■ YOUR TASK ■
Filter the entries down to the lines holding "hidden", then copy those lines.

■ AVAILABLE RECORDS ■
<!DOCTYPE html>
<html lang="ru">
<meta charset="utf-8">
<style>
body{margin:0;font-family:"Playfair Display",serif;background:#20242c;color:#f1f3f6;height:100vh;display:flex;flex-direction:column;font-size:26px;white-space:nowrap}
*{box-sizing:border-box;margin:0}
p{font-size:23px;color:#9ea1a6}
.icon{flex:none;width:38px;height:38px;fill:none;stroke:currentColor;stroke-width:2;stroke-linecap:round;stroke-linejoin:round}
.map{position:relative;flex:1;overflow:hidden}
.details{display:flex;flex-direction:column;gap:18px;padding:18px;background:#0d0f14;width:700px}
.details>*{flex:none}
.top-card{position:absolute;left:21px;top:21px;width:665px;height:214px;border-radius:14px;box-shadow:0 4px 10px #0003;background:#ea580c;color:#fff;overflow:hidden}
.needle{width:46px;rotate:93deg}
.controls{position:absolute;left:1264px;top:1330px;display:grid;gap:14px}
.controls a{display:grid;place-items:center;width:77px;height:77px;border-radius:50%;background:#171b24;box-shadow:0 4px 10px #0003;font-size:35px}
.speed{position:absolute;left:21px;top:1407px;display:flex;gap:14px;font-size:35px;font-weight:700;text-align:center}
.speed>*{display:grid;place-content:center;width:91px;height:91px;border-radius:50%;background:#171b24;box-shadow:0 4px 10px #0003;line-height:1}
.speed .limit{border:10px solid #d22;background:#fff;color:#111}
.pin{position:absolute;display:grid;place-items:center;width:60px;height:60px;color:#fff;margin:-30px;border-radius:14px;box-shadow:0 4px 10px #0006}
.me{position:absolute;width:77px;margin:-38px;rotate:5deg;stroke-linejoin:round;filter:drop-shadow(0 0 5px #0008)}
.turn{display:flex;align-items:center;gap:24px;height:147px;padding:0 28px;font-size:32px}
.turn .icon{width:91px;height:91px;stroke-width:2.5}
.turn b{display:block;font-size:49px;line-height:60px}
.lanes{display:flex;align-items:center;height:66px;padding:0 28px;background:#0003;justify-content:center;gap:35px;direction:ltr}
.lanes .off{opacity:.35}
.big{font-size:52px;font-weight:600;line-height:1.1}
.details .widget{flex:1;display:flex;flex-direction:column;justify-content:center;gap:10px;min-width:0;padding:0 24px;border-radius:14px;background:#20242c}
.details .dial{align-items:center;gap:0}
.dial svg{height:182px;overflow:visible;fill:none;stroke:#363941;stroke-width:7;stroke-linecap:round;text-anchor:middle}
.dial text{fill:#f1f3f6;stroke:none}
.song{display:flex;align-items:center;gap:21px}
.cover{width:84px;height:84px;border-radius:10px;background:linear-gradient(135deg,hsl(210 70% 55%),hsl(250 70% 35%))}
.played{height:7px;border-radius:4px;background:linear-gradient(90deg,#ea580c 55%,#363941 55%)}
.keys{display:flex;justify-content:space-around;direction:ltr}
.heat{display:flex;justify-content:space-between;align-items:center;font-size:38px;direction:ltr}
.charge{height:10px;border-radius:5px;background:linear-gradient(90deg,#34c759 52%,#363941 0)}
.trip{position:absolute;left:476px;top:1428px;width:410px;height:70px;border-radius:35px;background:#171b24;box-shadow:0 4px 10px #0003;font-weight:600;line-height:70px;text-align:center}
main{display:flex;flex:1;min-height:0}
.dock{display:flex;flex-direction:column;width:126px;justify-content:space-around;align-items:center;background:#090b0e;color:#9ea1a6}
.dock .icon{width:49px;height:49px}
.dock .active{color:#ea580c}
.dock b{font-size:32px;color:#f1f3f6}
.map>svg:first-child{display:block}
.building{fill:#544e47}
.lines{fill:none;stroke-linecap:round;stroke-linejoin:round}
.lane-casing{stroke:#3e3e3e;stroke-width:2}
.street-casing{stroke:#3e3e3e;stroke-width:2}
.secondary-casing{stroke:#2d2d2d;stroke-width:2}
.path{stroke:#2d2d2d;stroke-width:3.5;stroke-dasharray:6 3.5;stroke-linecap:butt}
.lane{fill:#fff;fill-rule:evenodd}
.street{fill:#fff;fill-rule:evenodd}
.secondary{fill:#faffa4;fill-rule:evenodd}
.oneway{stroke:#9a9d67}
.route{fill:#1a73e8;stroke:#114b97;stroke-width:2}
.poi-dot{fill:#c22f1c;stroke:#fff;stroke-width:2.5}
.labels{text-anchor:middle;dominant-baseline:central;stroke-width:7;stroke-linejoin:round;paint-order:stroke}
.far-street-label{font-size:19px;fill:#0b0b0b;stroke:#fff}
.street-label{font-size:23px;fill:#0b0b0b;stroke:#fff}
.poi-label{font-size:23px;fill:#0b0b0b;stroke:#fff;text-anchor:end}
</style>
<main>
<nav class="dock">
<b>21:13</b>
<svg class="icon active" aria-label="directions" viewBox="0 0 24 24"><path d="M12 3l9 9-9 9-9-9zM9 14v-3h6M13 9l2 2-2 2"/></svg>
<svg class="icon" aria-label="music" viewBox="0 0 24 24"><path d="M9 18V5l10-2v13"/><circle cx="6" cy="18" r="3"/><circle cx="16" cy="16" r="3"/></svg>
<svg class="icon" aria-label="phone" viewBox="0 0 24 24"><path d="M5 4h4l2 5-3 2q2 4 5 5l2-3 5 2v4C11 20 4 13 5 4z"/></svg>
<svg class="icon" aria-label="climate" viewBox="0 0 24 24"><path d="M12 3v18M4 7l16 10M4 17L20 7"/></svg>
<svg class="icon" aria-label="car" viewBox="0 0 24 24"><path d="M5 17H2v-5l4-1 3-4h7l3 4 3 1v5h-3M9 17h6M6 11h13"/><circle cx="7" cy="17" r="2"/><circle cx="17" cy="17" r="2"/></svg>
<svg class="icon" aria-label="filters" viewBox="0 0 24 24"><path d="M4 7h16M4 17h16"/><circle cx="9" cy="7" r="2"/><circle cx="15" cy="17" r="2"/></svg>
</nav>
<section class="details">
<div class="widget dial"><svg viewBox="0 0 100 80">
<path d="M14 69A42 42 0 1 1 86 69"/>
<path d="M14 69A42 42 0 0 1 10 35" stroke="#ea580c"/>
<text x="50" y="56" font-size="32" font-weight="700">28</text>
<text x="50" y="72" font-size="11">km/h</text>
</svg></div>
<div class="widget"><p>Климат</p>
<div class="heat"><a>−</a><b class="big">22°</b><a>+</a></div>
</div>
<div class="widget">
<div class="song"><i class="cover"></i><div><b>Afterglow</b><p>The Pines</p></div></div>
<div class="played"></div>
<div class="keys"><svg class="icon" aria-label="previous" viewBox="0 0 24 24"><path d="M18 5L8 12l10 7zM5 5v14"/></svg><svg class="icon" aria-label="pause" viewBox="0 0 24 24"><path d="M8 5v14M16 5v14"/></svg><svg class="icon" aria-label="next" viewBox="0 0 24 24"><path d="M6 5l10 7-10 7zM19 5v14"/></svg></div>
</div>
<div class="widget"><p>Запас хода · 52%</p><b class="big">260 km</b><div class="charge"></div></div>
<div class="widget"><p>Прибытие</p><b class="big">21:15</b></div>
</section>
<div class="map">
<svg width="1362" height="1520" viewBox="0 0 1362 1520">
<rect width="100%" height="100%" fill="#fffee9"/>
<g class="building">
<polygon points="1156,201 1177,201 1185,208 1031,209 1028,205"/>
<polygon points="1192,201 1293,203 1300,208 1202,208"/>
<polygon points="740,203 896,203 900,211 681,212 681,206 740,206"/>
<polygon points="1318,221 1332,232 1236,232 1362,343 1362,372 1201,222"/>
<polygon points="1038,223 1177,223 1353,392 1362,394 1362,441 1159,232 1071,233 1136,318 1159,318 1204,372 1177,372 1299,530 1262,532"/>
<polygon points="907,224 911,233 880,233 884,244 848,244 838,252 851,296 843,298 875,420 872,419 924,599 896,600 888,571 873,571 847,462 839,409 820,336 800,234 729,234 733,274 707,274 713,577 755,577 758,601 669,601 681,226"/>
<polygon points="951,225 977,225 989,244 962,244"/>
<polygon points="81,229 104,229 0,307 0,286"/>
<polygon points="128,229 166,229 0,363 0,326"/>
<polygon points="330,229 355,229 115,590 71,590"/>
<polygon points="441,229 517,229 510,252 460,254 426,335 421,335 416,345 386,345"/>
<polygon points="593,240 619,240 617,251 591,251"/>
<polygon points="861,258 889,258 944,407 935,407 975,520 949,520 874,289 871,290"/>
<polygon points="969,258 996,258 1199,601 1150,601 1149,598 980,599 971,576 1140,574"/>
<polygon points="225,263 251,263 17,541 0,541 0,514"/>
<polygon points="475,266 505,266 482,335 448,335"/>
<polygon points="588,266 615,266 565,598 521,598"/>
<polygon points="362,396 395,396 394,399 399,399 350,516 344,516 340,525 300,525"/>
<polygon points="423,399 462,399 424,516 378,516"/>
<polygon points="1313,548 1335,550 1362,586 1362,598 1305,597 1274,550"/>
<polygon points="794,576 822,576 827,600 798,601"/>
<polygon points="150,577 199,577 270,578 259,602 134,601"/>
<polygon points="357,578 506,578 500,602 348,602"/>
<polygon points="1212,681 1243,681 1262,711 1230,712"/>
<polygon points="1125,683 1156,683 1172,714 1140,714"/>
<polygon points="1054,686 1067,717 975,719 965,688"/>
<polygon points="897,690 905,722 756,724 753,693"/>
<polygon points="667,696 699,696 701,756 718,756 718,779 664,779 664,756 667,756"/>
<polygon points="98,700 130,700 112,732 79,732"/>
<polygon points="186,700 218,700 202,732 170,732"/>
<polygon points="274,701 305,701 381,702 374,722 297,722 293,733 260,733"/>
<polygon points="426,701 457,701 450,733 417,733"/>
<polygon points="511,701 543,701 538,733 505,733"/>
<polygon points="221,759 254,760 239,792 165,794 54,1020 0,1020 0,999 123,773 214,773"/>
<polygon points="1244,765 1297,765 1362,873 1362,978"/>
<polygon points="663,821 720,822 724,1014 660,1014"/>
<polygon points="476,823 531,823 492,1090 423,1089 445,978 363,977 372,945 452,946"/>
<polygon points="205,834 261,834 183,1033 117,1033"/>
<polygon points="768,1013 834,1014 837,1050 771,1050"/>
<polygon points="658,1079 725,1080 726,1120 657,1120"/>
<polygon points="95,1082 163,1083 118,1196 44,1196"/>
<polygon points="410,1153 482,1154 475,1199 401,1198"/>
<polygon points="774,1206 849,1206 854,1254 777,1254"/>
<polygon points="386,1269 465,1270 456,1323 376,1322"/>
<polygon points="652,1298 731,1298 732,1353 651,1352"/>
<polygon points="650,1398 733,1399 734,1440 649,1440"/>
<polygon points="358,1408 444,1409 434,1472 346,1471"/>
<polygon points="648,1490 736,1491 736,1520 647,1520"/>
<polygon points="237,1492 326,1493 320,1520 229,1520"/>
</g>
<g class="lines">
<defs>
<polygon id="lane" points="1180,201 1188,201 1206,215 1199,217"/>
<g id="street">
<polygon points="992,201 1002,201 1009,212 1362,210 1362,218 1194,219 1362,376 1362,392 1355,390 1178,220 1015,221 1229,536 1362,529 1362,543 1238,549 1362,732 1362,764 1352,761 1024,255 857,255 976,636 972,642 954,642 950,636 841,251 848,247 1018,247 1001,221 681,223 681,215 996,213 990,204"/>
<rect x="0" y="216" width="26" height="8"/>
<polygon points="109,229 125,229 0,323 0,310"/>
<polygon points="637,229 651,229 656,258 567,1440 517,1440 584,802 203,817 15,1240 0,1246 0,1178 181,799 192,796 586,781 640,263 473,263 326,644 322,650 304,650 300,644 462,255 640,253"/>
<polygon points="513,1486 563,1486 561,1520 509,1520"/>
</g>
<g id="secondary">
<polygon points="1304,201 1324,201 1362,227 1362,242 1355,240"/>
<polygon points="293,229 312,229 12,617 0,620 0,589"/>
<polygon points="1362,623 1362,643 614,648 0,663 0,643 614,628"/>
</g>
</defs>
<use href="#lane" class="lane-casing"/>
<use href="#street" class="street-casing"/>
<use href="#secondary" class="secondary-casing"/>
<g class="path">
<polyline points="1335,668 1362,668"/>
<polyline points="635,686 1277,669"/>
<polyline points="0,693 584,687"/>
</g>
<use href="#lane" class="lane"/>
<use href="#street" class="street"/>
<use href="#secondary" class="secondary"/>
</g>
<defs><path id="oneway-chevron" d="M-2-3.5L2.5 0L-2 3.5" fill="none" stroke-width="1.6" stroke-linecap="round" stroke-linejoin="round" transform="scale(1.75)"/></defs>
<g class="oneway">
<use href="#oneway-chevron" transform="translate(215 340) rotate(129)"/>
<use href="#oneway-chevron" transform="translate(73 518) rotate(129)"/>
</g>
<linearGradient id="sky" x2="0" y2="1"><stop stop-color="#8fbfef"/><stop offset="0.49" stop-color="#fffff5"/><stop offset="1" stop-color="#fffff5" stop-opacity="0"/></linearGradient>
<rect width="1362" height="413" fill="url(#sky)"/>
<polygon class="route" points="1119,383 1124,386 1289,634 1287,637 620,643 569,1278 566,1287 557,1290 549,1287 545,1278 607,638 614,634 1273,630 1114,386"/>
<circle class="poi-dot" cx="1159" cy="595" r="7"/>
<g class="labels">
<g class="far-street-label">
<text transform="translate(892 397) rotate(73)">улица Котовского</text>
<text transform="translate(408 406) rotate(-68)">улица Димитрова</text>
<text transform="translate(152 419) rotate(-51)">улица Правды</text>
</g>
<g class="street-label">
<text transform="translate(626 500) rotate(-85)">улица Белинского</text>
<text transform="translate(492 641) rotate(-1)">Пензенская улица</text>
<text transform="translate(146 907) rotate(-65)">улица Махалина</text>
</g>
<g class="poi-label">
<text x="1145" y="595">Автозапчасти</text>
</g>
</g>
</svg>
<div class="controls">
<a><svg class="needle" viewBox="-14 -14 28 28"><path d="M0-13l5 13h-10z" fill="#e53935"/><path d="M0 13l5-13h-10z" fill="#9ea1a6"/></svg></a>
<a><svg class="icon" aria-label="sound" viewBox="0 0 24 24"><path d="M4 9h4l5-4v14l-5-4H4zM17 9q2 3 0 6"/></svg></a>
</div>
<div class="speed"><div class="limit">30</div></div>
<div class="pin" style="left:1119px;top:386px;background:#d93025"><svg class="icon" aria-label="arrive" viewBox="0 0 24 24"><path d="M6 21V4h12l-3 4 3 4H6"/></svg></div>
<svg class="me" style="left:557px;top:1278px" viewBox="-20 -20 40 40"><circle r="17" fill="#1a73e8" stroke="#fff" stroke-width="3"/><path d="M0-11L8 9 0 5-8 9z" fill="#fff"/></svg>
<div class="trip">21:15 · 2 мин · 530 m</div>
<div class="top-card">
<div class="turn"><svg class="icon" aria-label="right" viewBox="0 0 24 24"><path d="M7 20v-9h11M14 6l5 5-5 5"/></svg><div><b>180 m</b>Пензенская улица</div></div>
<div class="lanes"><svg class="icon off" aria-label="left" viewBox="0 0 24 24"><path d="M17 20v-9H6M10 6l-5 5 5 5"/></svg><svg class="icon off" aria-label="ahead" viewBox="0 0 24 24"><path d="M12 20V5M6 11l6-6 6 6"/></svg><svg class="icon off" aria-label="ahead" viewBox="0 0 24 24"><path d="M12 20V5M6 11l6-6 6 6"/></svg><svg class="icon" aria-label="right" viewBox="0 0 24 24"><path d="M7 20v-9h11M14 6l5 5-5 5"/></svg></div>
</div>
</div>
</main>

■ SOLUTION ■
.map{position:relative;flex:1;overflow:hidden}
.top-card{position:absolute;left:21px;top:21px;width:665px;height:214px;border-radius:14px;box-shadow:0 4px 10px #0003;background:#ea580c;color:#fff;overflow:hidden}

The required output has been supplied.